En el momento en que se produce este breve diálogo con la camarera del bar palermitano, León Gieco cree haber agotado ya todas las instancias derivadas de ese “¿Vas a cantar con Pato?”. Efectivamente, León cantó y grabó con Fontanet “Un minuto”; luego negoció personalmente con el productor Pelo Aprile la “liberación” del tema para que pudiera ser editado; cuando el disco salió a la calle, familiares de víctimas de la tragedia escracharon las viejas oficinas del sello emi y dos padres se reunieron con Gieco para pedirle que eliminara ese tema del álbum, que finalmente volvió a fabricarse sin “Un minuto”. Todo esto en medio de una semana contaminada de adrenalina burocrática y dardos que hicieron blanco en la imagen pública –hasta entonces inmaculada– de León. Carolina, al margen de estas sinuosidades que Gieco –piadosamente– evitó desmenuzar, se quedó contenta con su autógrafo y con la idea básica de que el tema fue grabado aunque termine siendo una pieza para coleccionistas. Las cosas, en su esencia, son más simples de lo que surge de su configuración mediática.

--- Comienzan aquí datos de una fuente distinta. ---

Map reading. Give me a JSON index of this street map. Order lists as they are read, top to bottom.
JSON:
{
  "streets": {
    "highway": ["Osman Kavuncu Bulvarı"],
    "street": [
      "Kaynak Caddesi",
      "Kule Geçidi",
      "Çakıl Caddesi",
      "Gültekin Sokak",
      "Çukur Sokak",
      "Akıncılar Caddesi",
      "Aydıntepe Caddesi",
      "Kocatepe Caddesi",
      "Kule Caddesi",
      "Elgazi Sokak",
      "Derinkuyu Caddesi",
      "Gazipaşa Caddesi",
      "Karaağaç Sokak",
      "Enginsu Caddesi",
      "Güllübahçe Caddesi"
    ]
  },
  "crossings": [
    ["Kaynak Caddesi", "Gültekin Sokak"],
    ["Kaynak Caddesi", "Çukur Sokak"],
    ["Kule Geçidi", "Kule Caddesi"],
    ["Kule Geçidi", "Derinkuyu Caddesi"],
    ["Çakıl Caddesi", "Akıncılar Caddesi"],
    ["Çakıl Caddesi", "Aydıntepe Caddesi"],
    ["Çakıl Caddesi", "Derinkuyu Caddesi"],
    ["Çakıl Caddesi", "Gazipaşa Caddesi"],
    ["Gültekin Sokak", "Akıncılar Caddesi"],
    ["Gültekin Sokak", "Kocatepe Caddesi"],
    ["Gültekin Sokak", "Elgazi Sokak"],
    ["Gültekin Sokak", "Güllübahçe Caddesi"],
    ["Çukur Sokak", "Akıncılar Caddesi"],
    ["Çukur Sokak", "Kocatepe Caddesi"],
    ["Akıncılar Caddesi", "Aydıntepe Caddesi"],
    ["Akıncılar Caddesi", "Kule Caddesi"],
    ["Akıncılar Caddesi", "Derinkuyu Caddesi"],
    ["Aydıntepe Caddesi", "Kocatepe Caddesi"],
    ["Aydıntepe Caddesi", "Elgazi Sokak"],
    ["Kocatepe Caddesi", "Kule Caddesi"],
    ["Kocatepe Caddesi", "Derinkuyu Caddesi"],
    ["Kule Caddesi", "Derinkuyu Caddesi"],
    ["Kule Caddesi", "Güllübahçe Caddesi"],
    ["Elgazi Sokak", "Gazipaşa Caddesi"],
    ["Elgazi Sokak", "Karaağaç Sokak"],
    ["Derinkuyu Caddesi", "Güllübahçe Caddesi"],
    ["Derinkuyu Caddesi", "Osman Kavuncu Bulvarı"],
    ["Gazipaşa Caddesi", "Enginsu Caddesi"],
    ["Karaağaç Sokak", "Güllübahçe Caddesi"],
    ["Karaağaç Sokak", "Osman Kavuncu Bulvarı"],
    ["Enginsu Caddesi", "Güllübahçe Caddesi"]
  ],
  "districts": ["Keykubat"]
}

Gieco mueve la cabeza cuando se le hace esta observación. Viene de sobrellevar un puñado de días que podrían contradecir cualquier noción de la sencillez y la sobriedad. La tercera cita con Rolling Stone, primero en el bar, minutos más tarde en el restorán de la calle Seguí (a una cuadra de los lagos de Palermo) tiene por objeto ordenar la vorágine. Gieco le pregunta al cronista qué le pareció la decisión de sacar el tema del disco. Como recibe una respuesta negativa, se ve en la necesidad de reconocer: “Mirá, sé que hay gente que no está de acuerdo. Inclusive amigos míos me criticaron. Pero prefiero que me digan que soy un cagón. La verdad es que no pude... yo iba derecho a enfrentarlos [se refiere a Ricardo Righi y Luis Fernández, padres de víctimas de Cromañón que se reunieron con él en emi] porque me habían dicho que eran tipos pesados, que iban a apretarme mal, y terminé llorando con ellos. Es difícil cuando alguien te dice: «Yo ya me morí». Ahí no hay mucho más margen para la discusión. Les hablé de Rosa Bru [madre de Miguel, el chico asesinado por la policía], que transformó su dolor en energía creadora, pero, como me dijo uno de ellos, «eso les pasa a algunas personas y a otras no nos pasa». Hay algo que está más allá del dolor y que es inabordable, sólo puede entenderlo quien lo sufrió”.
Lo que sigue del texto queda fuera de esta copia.